### RECORD SET

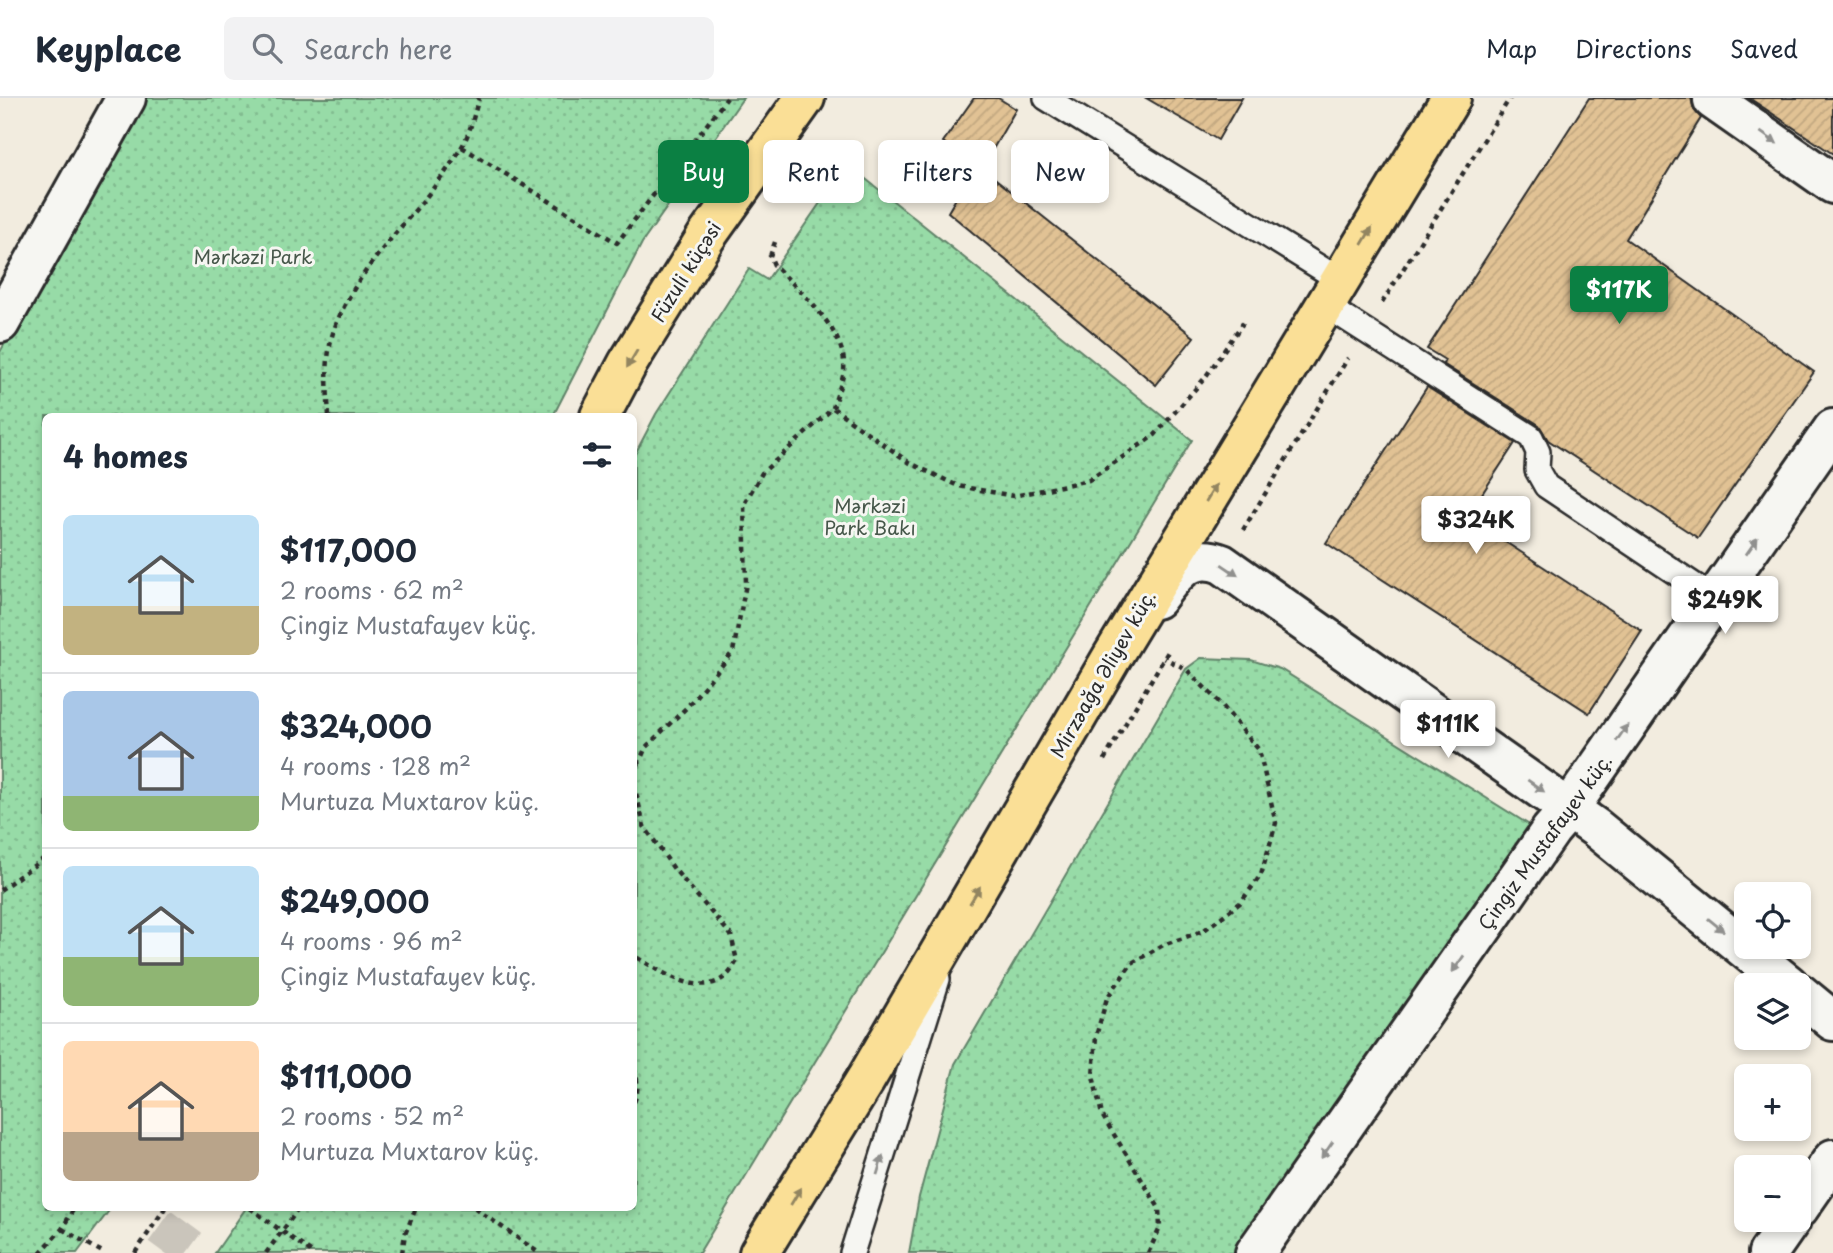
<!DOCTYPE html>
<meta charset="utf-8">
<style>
body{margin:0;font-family:"Playpen Sans",sans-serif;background:#f2f2f3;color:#1f2937;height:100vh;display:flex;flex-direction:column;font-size:26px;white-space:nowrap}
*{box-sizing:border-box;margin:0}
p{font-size:23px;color:#747a83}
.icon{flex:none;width:38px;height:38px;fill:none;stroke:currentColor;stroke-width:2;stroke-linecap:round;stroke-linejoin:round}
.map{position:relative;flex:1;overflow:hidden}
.details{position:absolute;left:42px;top:315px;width:595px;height:798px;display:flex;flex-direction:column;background:#fff;border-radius:10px;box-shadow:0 4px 10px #0003}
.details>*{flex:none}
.top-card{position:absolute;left:658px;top:42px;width:665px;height:63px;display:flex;gap:14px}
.controls{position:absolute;left:1734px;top:784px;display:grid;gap:14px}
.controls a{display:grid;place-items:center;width:77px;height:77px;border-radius:10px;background:#fff;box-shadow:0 4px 10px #0003;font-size:35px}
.price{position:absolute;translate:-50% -60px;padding:0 16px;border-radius:7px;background:#fff;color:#222;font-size:23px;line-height:46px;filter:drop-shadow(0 2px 4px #0008)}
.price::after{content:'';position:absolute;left:50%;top:42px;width:21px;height:16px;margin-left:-10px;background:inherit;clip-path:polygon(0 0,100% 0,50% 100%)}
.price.current{background:#0b8043;color:#fff}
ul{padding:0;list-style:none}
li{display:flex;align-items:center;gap:21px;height:175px;padding:0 21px}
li+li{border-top:2px solid #e0e1e3}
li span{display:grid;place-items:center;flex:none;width:196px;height:140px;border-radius:10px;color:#555}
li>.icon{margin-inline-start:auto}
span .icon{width:84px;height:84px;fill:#fffc;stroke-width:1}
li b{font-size:30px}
h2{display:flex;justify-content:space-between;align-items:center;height:84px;padding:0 21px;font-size:30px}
.pill{padding:0 24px;border-radius:10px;background:#fff;box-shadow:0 4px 10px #0003;font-size:24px;line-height:63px}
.pill.current{background:#0b8043;color:#fff}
header{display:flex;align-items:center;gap:42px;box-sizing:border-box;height:98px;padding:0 35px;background:#fff;border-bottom:2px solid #e0e1e3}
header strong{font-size:33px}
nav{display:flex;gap:38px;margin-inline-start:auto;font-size:24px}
.search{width:490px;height:63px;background:#f2f2f3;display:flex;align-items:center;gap:18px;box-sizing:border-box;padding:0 24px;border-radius:10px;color:#747a83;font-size:26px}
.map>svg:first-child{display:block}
.park{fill:url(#park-dots);stroke:#618369;stroke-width:2}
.building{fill:url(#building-hatch);stroke:#2b2b2b;stroke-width:2}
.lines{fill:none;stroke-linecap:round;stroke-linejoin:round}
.primary-tunnel{stroke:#cac5bb;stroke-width:38;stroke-dasharray:38 19;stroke-linecap:butt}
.lane-casing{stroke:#2b2b2b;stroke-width:28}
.street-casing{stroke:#2b2b2b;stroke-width:44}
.primary-casing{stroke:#2b2b2b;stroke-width:44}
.path{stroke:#2b2b2b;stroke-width:4.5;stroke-dasharray:5 5;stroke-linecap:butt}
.lane{stroke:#f6f6f2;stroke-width:23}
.street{stroke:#f6f6f2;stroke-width:38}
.primary{stroke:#fadf96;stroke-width:38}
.oneway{fill:#90908e}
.oneway2{fill:#928560}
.labels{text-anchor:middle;stroke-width:6;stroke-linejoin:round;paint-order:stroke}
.park-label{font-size:19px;fill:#46574a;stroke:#f6f6f2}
.street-label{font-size:19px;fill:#2b2b2b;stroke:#f6f6f2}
</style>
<header>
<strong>Keyplace</strong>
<div class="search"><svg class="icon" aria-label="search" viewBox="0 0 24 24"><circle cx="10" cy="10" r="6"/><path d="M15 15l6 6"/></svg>Search here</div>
<nav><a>Map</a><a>Directions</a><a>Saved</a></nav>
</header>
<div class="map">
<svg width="1833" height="1155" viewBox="0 0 1833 1155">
<defs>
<pattern id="park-dots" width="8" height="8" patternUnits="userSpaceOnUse" patternTransform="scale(1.75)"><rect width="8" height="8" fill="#97dba7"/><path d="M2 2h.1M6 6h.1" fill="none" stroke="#82bc90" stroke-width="1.8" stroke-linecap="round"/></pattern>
<pattern id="building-hatch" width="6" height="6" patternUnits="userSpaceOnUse" patternTransform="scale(1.75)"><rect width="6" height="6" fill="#e1c294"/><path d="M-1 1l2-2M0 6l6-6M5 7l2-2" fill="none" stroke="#c1a780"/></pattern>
</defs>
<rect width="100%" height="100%" fill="#f2ecdf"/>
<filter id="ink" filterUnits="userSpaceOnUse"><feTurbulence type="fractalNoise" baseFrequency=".0143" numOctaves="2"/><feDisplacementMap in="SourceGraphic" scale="14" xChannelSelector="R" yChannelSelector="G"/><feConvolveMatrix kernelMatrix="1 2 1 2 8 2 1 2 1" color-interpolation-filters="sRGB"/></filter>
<g filter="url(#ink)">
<!-- park -->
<path class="park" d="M142 0H743L642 145 553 318H46V1110H111L77 1155H0V254Z
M847 66 1192 342 699 1155H215L246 1110H634V358L656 316 749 171 767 182Z
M1201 560 1251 562 1280 571 1539 733 1240 1155H909L919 1099 955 966 1186 571Z"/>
<!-- building -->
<path class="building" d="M974 0H998L1016 11 982 70 1194 239 1156 287 948 114 975 68 943 44Z
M1146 0H1242L1218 42Z
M1589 0H1691L1694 12 1701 20 1626 141 1814 274 1698 440 1548 342 1539 327 1443 266 1445 262 1427 251Z
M1749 0H1833V56Z
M1427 289 1515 345 1467 419 1642 533 1589 615 1326 445Z"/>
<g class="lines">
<!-- primary-tunnel -->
<path class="primary-tunnel" d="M164 1155 197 1110"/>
<defs>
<path id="lane" d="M1046 0 1340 182
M1325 207 1531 339 1538 354 1537 372 1546 388 1715 501
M852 1155 938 881"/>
<path id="street" d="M1713 2 1833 86
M0 225 126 0
M1156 501C1174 477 1189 453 1222 466L1596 730 1789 887
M1799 895 1833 923
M1799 1110 1833 1061
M1255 1155 1551 732 1569 711 1833 331
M1768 1155 1791 1122"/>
<path id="primary" d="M600 318 628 265 706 139 805 0
M759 1155 866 981 1112 559 1451 0"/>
</defs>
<!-- lane casing -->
<use href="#lane" class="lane-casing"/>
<!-- street casing -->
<use href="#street" class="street-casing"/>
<!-- primary casing -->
<use href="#primary" class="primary-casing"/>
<!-- path -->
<path class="path" d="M462 49 617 145 727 0
M775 144 770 158 774 167C799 193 848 233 844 273 842 285 836 298 833 310
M1382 205 1510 0
M329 318C327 287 324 254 337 224 365 156 425 112 461 50 470 36 474 16 479 0
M1243 432 1348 260
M1104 662 1169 552
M634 676 646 649 686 610 733 554 746 486 744 406 762 375 833 310 910 365 958 388 1014 398 1089 382 1155 337 1204 281 1243 225
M634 686 644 728 674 771 731 837 737 863C734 867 731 874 727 877 700 902 659 872 634 858
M0 792 46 759
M634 970C638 980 639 994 634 1004
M250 1110 312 1155
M475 1110 539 1155
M62 1131 104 1155
M40 1155 62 1131 74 1110
M135 1155 165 1110
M266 1155 299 1110
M402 1155 405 1136 416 1110
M1148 1155 1160 1130 1159 1110 1102 1017 1093 978 1096 938 1107 900 1132 865 1163 847 1203 833 1240 805 1261 777 1276 725 1259 652 1220 605 1186 571 1164 560"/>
<!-- lane -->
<use href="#lane" class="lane"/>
<!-- street -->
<use href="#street" class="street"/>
<!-- primary -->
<use href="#primary" class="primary"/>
</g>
<!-- one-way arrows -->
<defs><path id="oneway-solid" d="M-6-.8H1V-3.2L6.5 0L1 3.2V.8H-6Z" transform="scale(1.75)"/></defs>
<g class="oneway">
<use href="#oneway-solid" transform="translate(1769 40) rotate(35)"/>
<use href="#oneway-solid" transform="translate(1752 448) rotate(-55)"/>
<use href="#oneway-solid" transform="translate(1230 472) rotate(34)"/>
<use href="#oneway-solid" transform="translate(1622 635) rotate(-55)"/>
<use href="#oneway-solid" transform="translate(1536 688) rotate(35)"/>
<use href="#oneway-solid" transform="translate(1716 827) rotate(39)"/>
<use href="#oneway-solid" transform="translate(1458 866) rotate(125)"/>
<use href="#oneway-solid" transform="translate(1327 1052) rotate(125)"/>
<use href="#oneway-solid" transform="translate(880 1067) rotate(-73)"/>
</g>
<g class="oneway2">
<use href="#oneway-solid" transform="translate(1367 138) rotate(-59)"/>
<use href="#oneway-solid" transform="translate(632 261) rotate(121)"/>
<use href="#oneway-solid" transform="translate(1211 395) rotate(-59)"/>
<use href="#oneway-solid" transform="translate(975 797) rotate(-59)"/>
<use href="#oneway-solid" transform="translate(796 1098) rotate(-59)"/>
</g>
</g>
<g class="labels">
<!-- park labels -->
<g class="park-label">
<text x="253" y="166">Mərkəzi Park</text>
<text x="870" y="415">Mərkəzi<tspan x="870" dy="22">Park Bakı</tspan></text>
</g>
<!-- street labels -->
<g class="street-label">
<text transform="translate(686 174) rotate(-58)" y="7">Füzuli küçəsi</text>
<text transform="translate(1103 576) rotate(-60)" y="7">Mirzəağa Əliyev küç.</text>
<text transform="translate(1545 744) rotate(-54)" y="7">Çingiz Mustafayev küç.</text>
</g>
</g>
</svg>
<div class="controls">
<a><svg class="icon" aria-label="locate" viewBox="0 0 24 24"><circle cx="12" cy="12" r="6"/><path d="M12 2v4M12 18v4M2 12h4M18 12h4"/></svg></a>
<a><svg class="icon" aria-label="layers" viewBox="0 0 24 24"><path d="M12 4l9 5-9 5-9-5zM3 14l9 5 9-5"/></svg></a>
<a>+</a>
<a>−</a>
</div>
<b class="price current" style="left:1619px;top:228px">$117K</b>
<b class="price" style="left:1476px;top:458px">$324K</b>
<b class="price" style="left:1725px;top:538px">$249K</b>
<b class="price" style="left:1448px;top:662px">$111K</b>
<div class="top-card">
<a class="pill current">Buy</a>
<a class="pill">Rent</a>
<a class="pill">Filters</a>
<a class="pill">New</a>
</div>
<section class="details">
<h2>4 homes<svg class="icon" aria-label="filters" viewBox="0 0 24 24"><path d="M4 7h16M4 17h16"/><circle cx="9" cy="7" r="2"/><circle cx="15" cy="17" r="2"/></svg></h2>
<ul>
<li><span style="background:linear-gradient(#bfe0f5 65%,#c2b280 0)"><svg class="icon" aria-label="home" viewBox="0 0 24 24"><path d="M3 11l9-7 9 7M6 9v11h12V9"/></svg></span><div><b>$117,000</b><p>2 rooms · 62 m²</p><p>Çingiz Mustafayev küç.</p></div></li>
<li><span style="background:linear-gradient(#a9c7e8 75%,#8fb573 0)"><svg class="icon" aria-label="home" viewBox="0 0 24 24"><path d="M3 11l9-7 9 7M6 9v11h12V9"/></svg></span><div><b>$324,000</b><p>4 rooms · 128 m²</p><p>Murtuza Muxtarov küç.</p></div></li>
<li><span style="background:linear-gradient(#bfe0f5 65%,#8fb573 0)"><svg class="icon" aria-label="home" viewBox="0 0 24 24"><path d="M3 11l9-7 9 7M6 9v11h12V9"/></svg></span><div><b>$249,000</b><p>4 rooms · 96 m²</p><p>Çingiz Mustafayev küç.</p></div></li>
<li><span style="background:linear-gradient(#ffd9b3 65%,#b9a48a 0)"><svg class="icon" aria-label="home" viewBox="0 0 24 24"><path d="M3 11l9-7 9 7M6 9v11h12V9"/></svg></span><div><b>$111,000</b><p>2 rooms · 52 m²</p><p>Murtuza Muxtarov küç.</p></div></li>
</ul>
</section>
</div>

### REQUIRED WORK
Please copy out each line of the data in which the word "linejoin" occurs.

### RESULT
.icon{flex:none;width:38px;height:38px;fill:none;stroke:currentColor;stroke-width:2;stroke-linecap:round;stroke-linejoin:round}
.lines{fill:none;stroke-linecap:round;stroke-linejoin:round}
.labels{text-anchor:middle;stroke-width:6;stroke-linejoin:round;paint-order:stroke}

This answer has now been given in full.